## Exercise instructions
Retype every entry exactly, down to the last character.

## Input data
╔══
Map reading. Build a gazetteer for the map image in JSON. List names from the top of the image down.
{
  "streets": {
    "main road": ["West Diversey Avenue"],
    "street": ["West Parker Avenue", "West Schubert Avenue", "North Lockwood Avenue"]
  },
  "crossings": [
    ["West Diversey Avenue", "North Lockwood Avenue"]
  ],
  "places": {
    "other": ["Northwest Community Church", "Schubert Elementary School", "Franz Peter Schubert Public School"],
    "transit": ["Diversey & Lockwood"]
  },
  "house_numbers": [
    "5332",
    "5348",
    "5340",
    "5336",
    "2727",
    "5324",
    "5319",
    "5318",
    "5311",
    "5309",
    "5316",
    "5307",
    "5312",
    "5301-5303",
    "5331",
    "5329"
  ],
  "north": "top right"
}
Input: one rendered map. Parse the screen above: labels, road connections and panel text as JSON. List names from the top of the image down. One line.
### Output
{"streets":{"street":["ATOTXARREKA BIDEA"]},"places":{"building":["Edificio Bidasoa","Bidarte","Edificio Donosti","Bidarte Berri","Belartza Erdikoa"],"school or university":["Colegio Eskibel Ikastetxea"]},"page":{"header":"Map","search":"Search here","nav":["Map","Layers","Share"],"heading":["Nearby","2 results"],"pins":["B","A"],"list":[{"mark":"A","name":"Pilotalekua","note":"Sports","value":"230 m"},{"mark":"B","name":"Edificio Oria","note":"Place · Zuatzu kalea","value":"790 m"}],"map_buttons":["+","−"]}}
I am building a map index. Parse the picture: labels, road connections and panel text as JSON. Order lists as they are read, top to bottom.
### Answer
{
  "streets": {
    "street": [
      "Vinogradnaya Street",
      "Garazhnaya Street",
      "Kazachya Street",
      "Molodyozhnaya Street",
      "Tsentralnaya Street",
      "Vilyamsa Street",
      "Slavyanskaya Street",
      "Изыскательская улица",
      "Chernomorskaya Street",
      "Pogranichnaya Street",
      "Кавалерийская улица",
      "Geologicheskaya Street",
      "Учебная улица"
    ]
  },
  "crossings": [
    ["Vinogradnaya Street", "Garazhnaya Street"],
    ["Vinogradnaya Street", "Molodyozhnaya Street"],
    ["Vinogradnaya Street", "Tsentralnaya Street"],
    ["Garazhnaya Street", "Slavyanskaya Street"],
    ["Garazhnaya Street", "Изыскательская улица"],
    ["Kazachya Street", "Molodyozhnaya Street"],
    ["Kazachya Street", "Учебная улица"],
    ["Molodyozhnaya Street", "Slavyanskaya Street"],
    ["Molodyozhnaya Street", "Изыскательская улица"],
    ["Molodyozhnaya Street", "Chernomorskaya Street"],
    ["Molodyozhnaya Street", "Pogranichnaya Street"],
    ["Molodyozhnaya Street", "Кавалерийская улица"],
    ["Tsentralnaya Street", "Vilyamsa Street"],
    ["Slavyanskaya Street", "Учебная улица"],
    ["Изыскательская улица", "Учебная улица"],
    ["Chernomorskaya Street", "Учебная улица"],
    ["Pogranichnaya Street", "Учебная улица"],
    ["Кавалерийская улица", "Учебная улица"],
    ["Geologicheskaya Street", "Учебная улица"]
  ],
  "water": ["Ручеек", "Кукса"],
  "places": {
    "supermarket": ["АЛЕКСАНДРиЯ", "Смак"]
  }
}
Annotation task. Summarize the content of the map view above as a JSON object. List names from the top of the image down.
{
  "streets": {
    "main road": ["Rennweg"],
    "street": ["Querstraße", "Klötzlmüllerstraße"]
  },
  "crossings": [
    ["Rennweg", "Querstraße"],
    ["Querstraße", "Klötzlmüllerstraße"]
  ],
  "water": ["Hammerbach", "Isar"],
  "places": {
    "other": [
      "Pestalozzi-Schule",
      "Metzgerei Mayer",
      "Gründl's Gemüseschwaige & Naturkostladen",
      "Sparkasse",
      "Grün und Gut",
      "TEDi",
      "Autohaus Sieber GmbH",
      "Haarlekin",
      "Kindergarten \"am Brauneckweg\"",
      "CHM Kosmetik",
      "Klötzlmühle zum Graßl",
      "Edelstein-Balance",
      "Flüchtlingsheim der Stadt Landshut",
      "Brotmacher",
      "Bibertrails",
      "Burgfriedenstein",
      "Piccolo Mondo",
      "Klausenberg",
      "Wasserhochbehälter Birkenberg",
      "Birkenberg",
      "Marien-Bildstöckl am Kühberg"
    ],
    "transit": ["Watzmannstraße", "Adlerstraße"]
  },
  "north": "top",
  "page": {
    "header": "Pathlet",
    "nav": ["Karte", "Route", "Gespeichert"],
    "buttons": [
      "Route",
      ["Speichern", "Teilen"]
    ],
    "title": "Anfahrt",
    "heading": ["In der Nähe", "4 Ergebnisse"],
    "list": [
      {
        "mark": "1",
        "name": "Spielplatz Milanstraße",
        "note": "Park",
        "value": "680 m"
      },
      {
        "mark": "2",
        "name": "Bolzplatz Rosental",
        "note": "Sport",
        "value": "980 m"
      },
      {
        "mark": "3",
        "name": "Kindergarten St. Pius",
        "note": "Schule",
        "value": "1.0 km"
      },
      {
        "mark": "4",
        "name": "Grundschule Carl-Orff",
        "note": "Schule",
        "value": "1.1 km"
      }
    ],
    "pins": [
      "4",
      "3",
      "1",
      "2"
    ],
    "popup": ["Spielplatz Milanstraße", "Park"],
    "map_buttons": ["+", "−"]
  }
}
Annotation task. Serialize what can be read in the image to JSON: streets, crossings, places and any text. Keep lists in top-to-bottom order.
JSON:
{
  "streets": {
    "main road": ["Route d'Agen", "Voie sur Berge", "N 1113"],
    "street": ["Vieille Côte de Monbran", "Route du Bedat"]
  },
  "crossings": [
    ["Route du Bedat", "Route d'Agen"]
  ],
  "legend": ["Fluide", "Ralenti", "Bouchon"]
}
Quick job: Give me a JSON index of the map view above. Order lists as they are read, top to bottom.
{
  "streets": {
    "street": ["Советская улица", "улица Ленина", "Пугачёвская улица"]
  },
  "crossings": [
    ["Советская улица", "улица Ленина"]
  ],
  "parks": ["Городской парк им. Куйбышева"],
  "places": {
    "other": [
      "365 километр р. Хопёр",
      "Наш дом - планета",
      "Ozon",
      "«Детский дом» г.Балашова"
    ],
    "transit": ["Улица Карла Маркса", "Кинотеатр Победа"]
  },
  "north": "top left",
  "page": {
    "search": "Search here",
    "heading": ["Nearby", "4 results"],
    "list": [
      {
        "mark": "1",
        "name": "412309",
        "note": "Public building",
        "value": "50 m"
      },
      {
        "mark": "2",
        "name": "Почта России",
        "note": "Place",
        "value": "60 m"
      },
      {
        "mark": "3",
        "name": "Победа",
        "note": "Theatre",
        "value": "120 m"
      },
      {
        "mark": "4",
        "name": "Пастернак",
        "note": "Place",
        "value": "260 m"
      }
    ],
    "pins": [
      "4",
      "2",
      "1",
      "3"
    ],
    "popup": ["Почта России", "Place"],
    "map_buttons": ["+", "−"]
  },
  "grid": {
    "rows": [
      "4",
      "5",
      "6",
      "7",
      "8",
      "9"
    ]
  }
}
╚══
## Answer
Map reading. Build a gazetteer for the map image in JSON. List names from the top of the image down.
{
  "streets": {
    "main road": ["West Diversey Avenue"],
    "street": ["West Parker Avenue", "West Schubert Avenue", "North Lockwood Avenue"]
  },
  "crossings": [
    ["West Diversey Avenue", "North Lockwood Avenue"]
  ],
  "places": {
    "other": ["Northwest Community Church", "Schubert Elementary School", "Franz Peter Schubert Public School"],
    "transit": ["Diversey & Lockwood"]
  },
  "house_numbers": [
    "5332",
    "5348",
    "5340",
    "5336",
    "2727",
    "5324",
    "5319",
    "5318",
    "5311",
    "5309",
    "5316",
    "5307",
    "5312",
    "5301-5303",
    "5331",
    "5329"
  ],
  "north": "top right"
}
Input: one rendered map. Parse the screen above: labels, road connections and panel text as JSON. List names from the top of the image down. One line.
### Output
{"streets":{"street":["ATOTXARREKA BIDEA"]},"places":{"building":["Edificio Bidasoa","Bidarte","Edificio Donosti","Bidarte Berri","Belartza Erdikoa"],"school or university":["Colegio Eskibel Ikastetxea"]},"page":{"header":"Map","search":"Search here","nav":["Map","Layers","Share"],"heading":["Nearby","2 results"],"pins":["B","A"],"list":[{"mark":"A","name":"Pilotalekua","note":"Sports","value":"230 m"},{"mark":"B","name":"Edificio Oria","note":"Place · Zuatzu kalea","value":"790 m"}],"map_buttons":["+","−"]}}
I am building a map index. Parse the picture: labels, road connections and panel text as JSON. Order lists as they are read, top to bottom.
### Answer
{
  "streets": {
    "street": [
      "Vinogradnaya Street",
      "Garazhnaya Street",
      "Kazachya Street",
      "Molodyozhnaya Street",
      "Tsentralnaya Street",
      "Vilyamsa Street",
      "Slavyanskaya Street",
      "Изыскательская улица",
      "Chernomorskaya Street",
      "Pogranichnaya Street",
      "Кавалерийская улица",
      "Geologicheskaya Street",
      "Учебная улица"
    ]
  },
  "crossings": [
    ["Vinogradnaya Street", "Garazhnaya Street"],
    ["Vinogradnaya Street", "Molodyozhnaya Street"],
    ["Vinogradnaya Street", "Tsentralnaya Street"],
    ["Garazhnaya Street", "Slavyanskaya Street"],
    ["Garazhnaya Street", "Изыскательская улица"],
    ["Kazachya Street", "Molodyozhnaya Street"],
    ["Kazachya Street", "Учебная улица"],
    ["Molodyozhnaya Street", "Slavyanskaya Street"],
    ["Molodyozhnaya Street", "Изыскательская улица"],
    ["Molodyozhnaya Street", "Chernomorskaya Street"],
    ["Molodyozhnaya Street", "Pogranichnaya Street"],
    ["Molodyozhnaya Street", "Кавалерийская улица"],
    ["Tsentralnaya Street", "Vilyamsa Street"],
    ["Slavyanskaya Street", "Учебная улица"],
    ["Изыскательская улица", "Учебная улица"],
    ["Chernomorskaya Street", "Учебная улица"],
    ["Pogranichnaya Street", "Учебная улица"],
    ["Кавалерийская улица", "Учебная улица"],
    ["Geologicheskaya Street", "Учебная улица"]
  ],
  "water": ["Ручеек", "Кукса"],
  "places": {
    "supermarket": ["АЛЕКСАНДРиЯ", "Смак"]
  }
}
Annotation task. Summarize the content of the map view above as a JSON object. List names from the top of the image down.
{
  "streets": {
    "main road": ["Rennweg"],
    "street": ["Querstraße", "Klötzlmüllerstraße"]
  },
  "crossings": [
    ["Rennweg", "Querstraße"],
    ["Querstraße", "Klötzlmüllerstraße"]
  ],
  "water": ["Hammerbach", "Isar"],
  "places": {
    "other": [
      "Pestalozzi-Schule",
      "Metzgerei Mayer",
      "Gründl's Gemüseschwaige & Naturkostladen",
      "Sparkasse",
      "Grün und Gut",
      "TEDi",
      "Autohaus Sieber GmbH",
      "Haarlekin",
      "Kindergarten \"am Brauneckweg\"",
      "CHM Kosmetik",
      "Klötzlmühle zum Graßl",
      "Edelstein-Balance",
      "Flüchtlingsheim der Stadt Landshut",
      "Brotmacher",
      "Bibertrails",
      "Burgfriedenstein",
      "Piccolo Mondo",
      "Klausenberg",
      "Wasserhochbehälter Birkenberg",
      "Birkenberg",
      "Marien-Bildstöckl am Kühberg"
    ],
    "transit": ["Watzmannstraße", "Adlerstraße"]
  },
  "north": "top",
  "page": {
    "header": "Pathlet",
    "nav": ["Karte", "Route", "Gespeichert"],
    "buttons": [
      "Route",
      ["Speichern", "Teilen"]
    ],
    "title": "Anfahrt",
    "heading": ["In der Nähe", "4 Ergebnisse"],
    "list": [
      {
        "mark": "1",
        "name": "Spielplatz Milanstraße",
        "note": "Park",
        "value": "680 m"
      },
      {
        "mark": "2",
        "name": "Bolzplatz Rosental",
        "note": "Sport",
        "value": "980 m"
      },
      {
        "mark": "3",
        "name": "Kindergarten St. Pius",
        "note": "Schule",
        "value": "1.0 km"
      },
      {
        "mark": "4",
        "name": "Grundschule Carl-Orff",
        "note": "Schule",
        "value": "1.1 km"
      }
    ],
    "pins": [
      "4",
      "3",
      "1",
      "2"
    ],
    "popup": ["Spielplatz Milanstraße", "Park"],
    "map_buttons": ["+", "−"]
  }
}
Annotation task. Serialize what can be read in the image to JSON: streets, crossings, places and any text. Keep lists in top-to-bottom order.
JSON:
{
  "streets": {
    "main road": ["Route d'Agen", "Voie sur Berge", "N 1113"],
    "street": ["Vieille Côte de Monbran", "Route du Bedat"]
  },
  "crossings": [
    ["Route du Bedat", "Route d'Agen"]
  ],
  "legend": ["Fluide", "Ralenti", "Bouchon"]
}
Quick job: Give me a JSON index of the map view above. Order lists as they are read, top to bottom.
{
  "streets": {
    "street": ["Советская улица", "улица Ленина", "Пугачёвская улица"]
  },
  "crossings": [
    ["Советская улица", "улица Ленина"]
  ],
  "parks": ["Городской парк им. Куйбышева"],
  "places": {
    "other": [
      "365 километр р. Хопёр",
      "Наш дом - планета",
      "Ozon",
      "«Детский дом» г.Балашова"
    ],
    "transit": ["Улица Карла Маркса", "Кинотеатр Победа"]
  },
  "north": "top left",
  "page": {
    "search": "Search here",
    "heading": ["Nearby", "4 results"],
    "list": [
      {
        "mark": "1",
        "name": "412309",
        "note": "Public building",
        "value": "50 m"
      },
      {
        "mark": "2",
        "name": "Почта России",
        "note": "Place",
        "value": "60 m"
      },
      {
        "mark": "3",
        "name": "Победа",
        "note": "Theatre",
        "value": "120 m"
      },
      {
        "mark": "4",
        "name": "Пастернак",
        "note": "Place",
        "value": "260 m"
      }
    ],
    "pins": [
      "4",
      "2",
      "1",
      "3"
    ],
    "popup": ["Почта России", "Place"],
    "map_buttons": ["+", "−"]
  },
  "grid": {
    "rows": [
      "4",
      "5",
      "6",
      "7",
      "8",
      "9"
    ]
  }
}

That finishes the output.